Hi Aneesh,
Adding linaro-dev in the loop as someone else could be also interested
I have reproduced my thermal error with a lava test so you can have a complete log available here: http://validation.linaro.org/lava-server/scheduler/job/18564/log_file
As a summary of the problem, the panda board turns off during some sysbench tests because the SDRAM has exceeded its temperature limit
Regards, Vincent
On 9 May 2012 14:43, Vincent Guittot vincent.guittot@linaro.org wrote:
Hi Aneesh,
Sorry for this late replay.
I'm working with the Linaro 12.04 developer image which is quite close to the Linaro ubuntu one but without IHM. Te manifest gives me the following information about the kernel linux-image-3.3.1-38-linaro-lt-omap=3.3.1-38.38~lt~ci~00000000000001+1336186099~4fa4ad78 which should be available here :git://git.linaro.org/landing-teams/leb/ti/kernel.git
This issue occurs each time I run some sysbench tests on my panda board (revA1). I run several tests which are 20 seconds long and the issue occurs after few minutes
I've check with my finger and the package is quite hot when the issue occurs
Regards, Vincent
On 7 May 2012 19:43, Aneesh V aneesh@ti.com wrote:
On 05/07/2012 10:38 AM, Mike Turquette wrote:
On Thu, May 3, 2012 at 7:47 AM, Vincent Guittot vincent.guittot@linaro.org wrote:
Hi Amit and Mike,
While stressing the dual cortex-A9 of my panda board ( omap4430 ) with the latest Linaro ubuntu developer environment, I reach the following message
[ 824.996978] emif emif.2: temperature alert before registers are calculated, not de-rating timings [ 837.243957] emif emif.2: temperature alert before registers are calculated, not de-rating timings [ 839.045318] emif emif.2: temperature alert before registers are calculated, not de-rating timings [ 845.168518] emif emif.1: temperature alert before registers are calculated, not de-rating timings [ 901.361663] emif emif.2: temperature alert before registers are calculated, not de-rating timings [ 902.082672] emif emif.2: temperature alert before registers are calculated, not de-rating timings [ 914.329620] emif emif.2: temperature alert before registers are calculated, not de-rating timings [ 925.496124] emif emif.2: temperature alert before registers are calculated, not de-rating timings [ 930.537292] emif emif.2: temperature alert before registers are calculated, not de-rating timings [ 938.823333] emif emif.1: temperature alert before registers are calculated, not de-rating timings [ 947.828857] emif emif.1: temperature alert before registers are calculated, not de-rating timings [ 954.312072] emif emif.1: temperature alert before registers are calculated, not de-rating timings [ 982.047271] emif emif.2: SDRAM temperature exceeds operating limit.. Needs shut down!!! [ 982.072784] Power down.

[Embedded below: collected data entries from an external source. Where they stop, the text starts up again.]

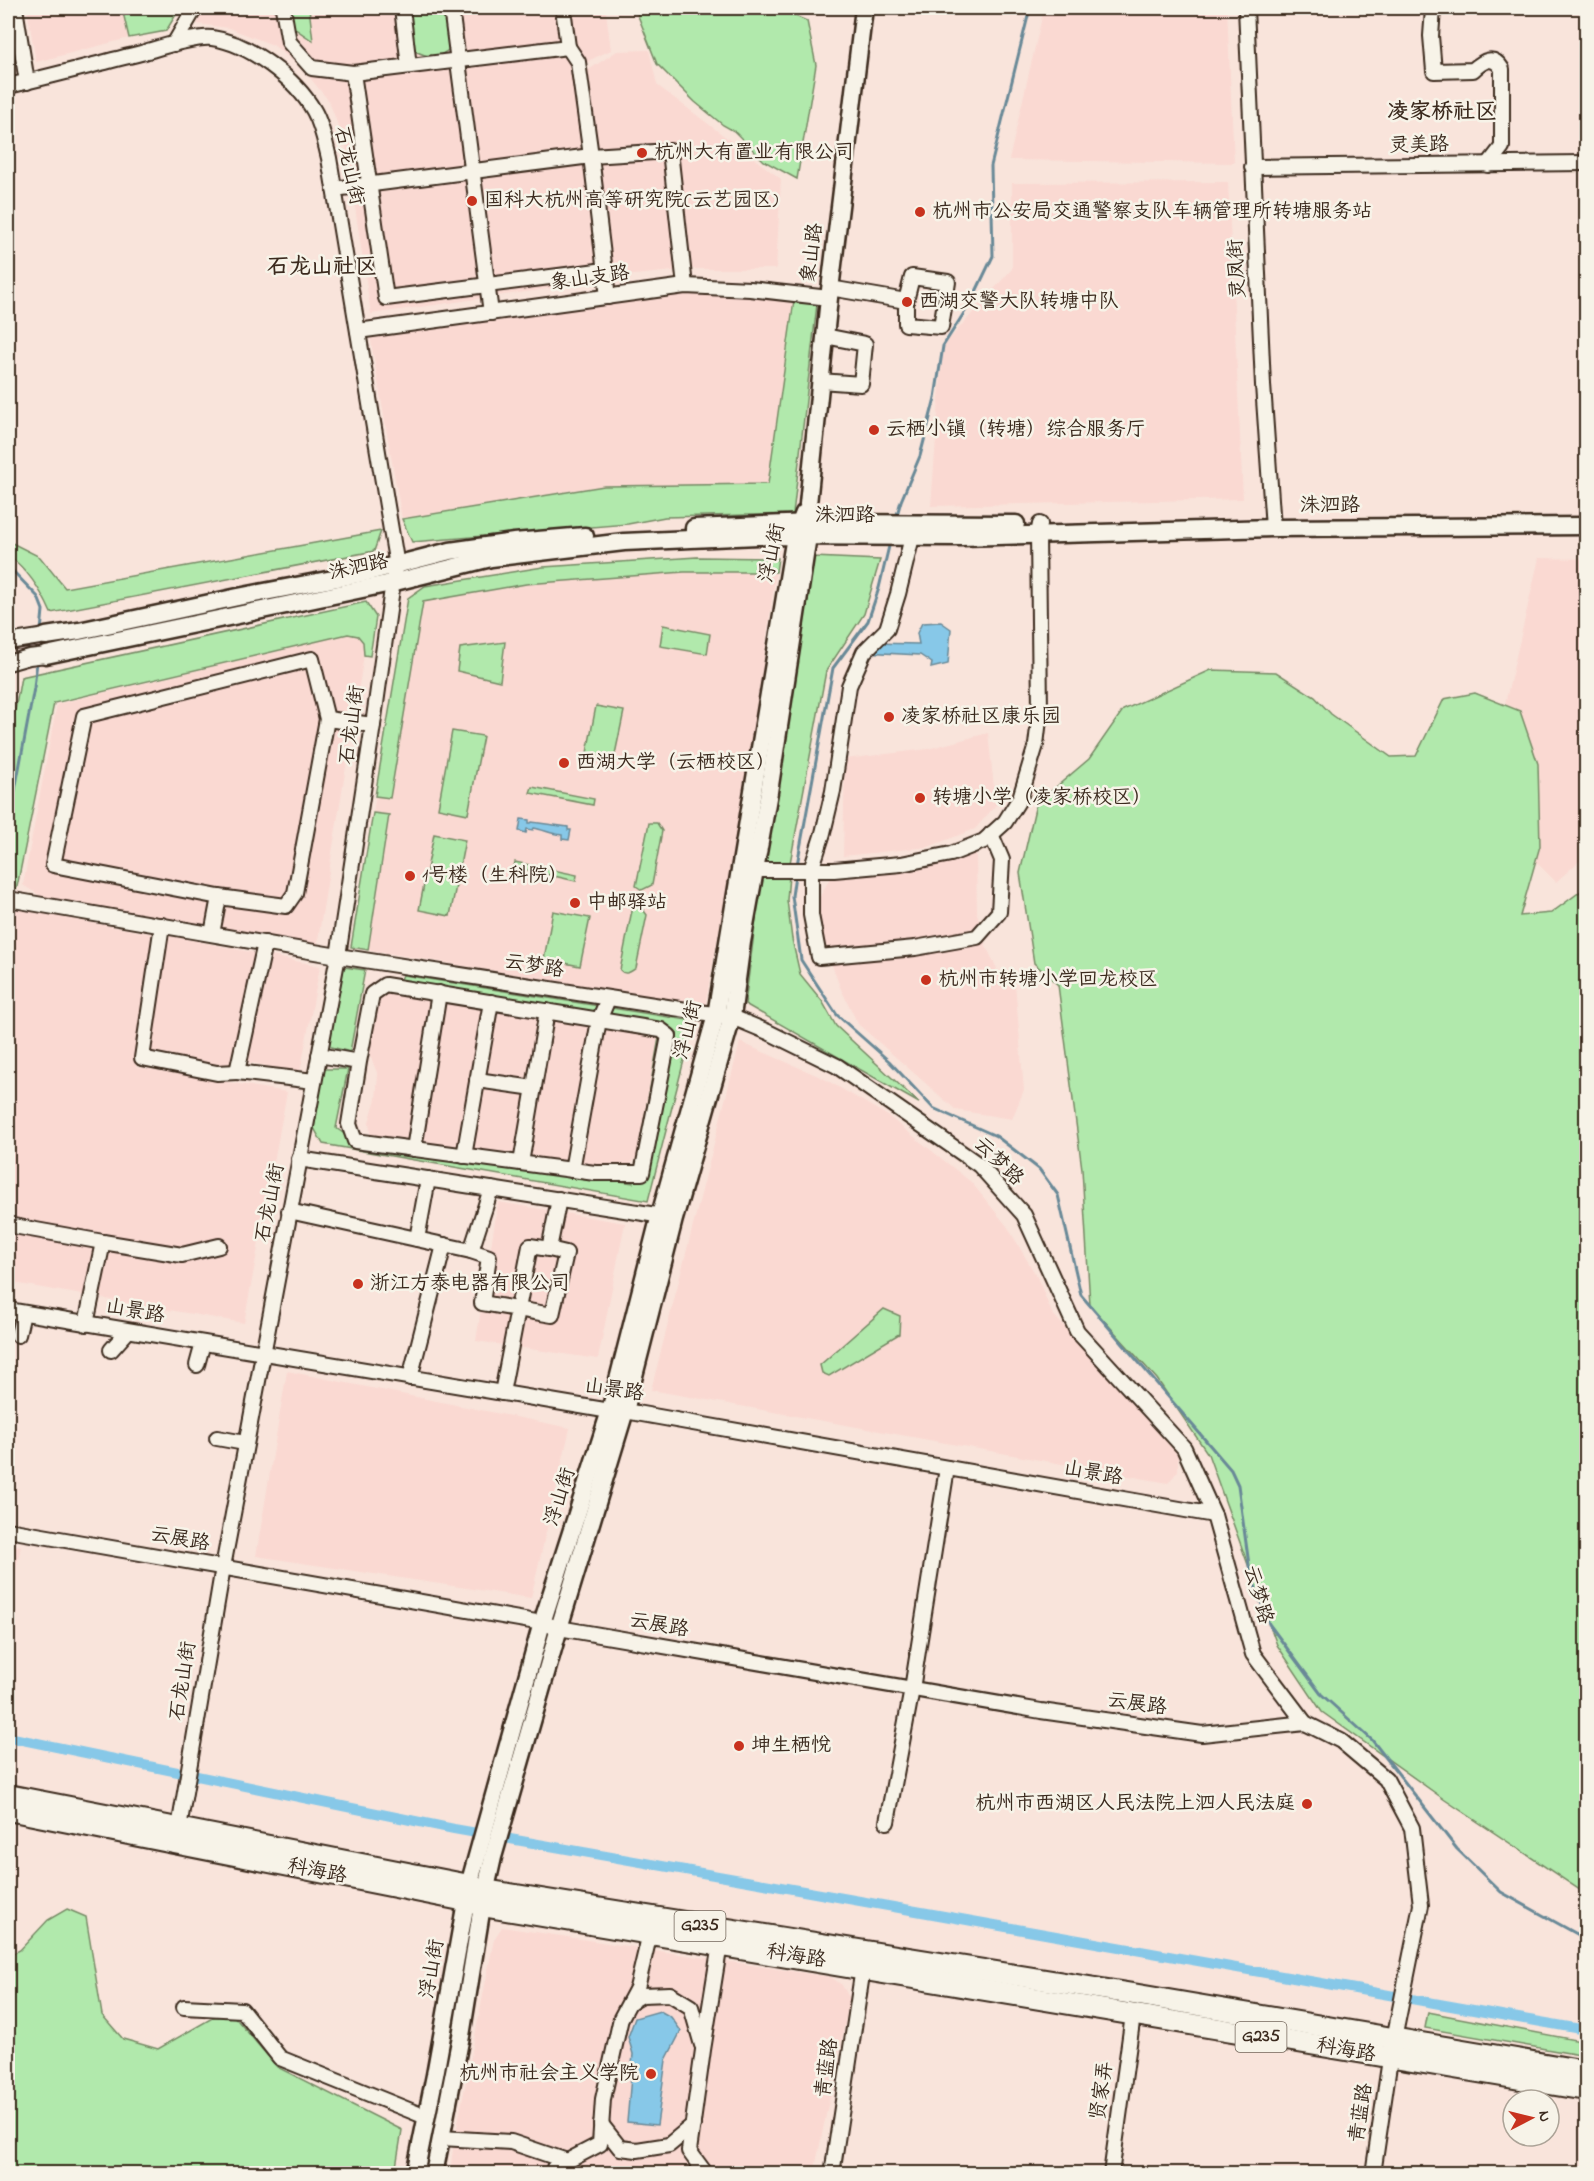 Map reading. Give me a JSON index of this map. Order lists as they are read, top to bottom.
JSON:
{
  "streets": {
    "highway": ["科海路", "G235"],
    "main road": ["象山路", "洙泗路", "浮山街"],
    "street": [
      "灵美路",
      "石龙山街",
      "灵凤街",
      "象山支路",
      "云梦路",
      "山景路",
      "云展路",
      "青蓝路",
      "贤家弄"
    ]
  },
  "crossings": [
    ["灵美路", "灵凤街"],
    ["石龙山街", "象山支路"],
    ["石龙山街", "洙泗路"],
    ["石龙山街", "云梦路"],
    ["石龙山街", "山景路"],
    ["石龙山街", "云展路"],
    ["石龙山街", "科海路"],
    ["象山路", "象山支路"],
    ["象山路", "浮山街"],
    ["灵凤街", "洙泗路"],
    ["洙泗路", "浮山街"],
    ["浮山街", "云梦路"],
    ["浮山街", "山景路"],
    ["浮山街", "云展路"],
    ["浮山街", "科海路"],
    ["云梦路", "山景路"],
    ["云梦路", "云展路"],
    ["云梦路", "科海路"],
    ["云梦路", "青蓝路"],
    ["科海路", "青蓝路"],
    ["科海路", "贤家弄"]
  ],
  "districts": ["凌家桥社区", "石龙山社区"],
  "places": [
    "杭州大有置业有限公司",
    "国科大杭州高等研究院(云艺园区)",
    "杭州市公安局交通警察支队车辆管理所转塘服务站",
    "西湖交警大队转塘中队",
    "云栖小镇（转塘）综合服务厅",
    "凌家桥社区康乐园",
    "西湖大学（云栖校区）",
    "转塘小学（凌家桥校区）",
    "1号楼（生科院）",
    "中邮驿站",
    "杭州市转塘小学回龙校区",
    "浙江方泰电器有限公司",
    "坤生栖悦",
    "杭州市西湖区人民法院上泗人民法庭",
    "杭州市社会主义学院"
  ],
  "north": "right"
}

It is something you have already faced ? could something miss in the kernel ?
That should not happen normally. If all is well, it should happen only if the temperature alert comes during a small window at bootup. Is that the case with you. Which tree and branch are you using. Please send me the details and I will take a look.
br, Aneesh
On 14/05/12 20:45, Somebody in the thread at some point said:
Hi Aneesh,
Adding linaro-dev in the loop as someone else could be also interested
I have reproduced my thermal error with a lava test so you can have a complete log available here: http://validation.linaro.org/lava-server/scheduler/job/18564/log_file
As a summary of the problem, the panda board turns off during some sysbench tests because the SDRAM has exceeded its temperature limit
Recently Sebastien Jan at TI found that on tilt-3.3, cpu_idle is interacting badly with smartreflex and the wrong Vcore can be selected for 4460.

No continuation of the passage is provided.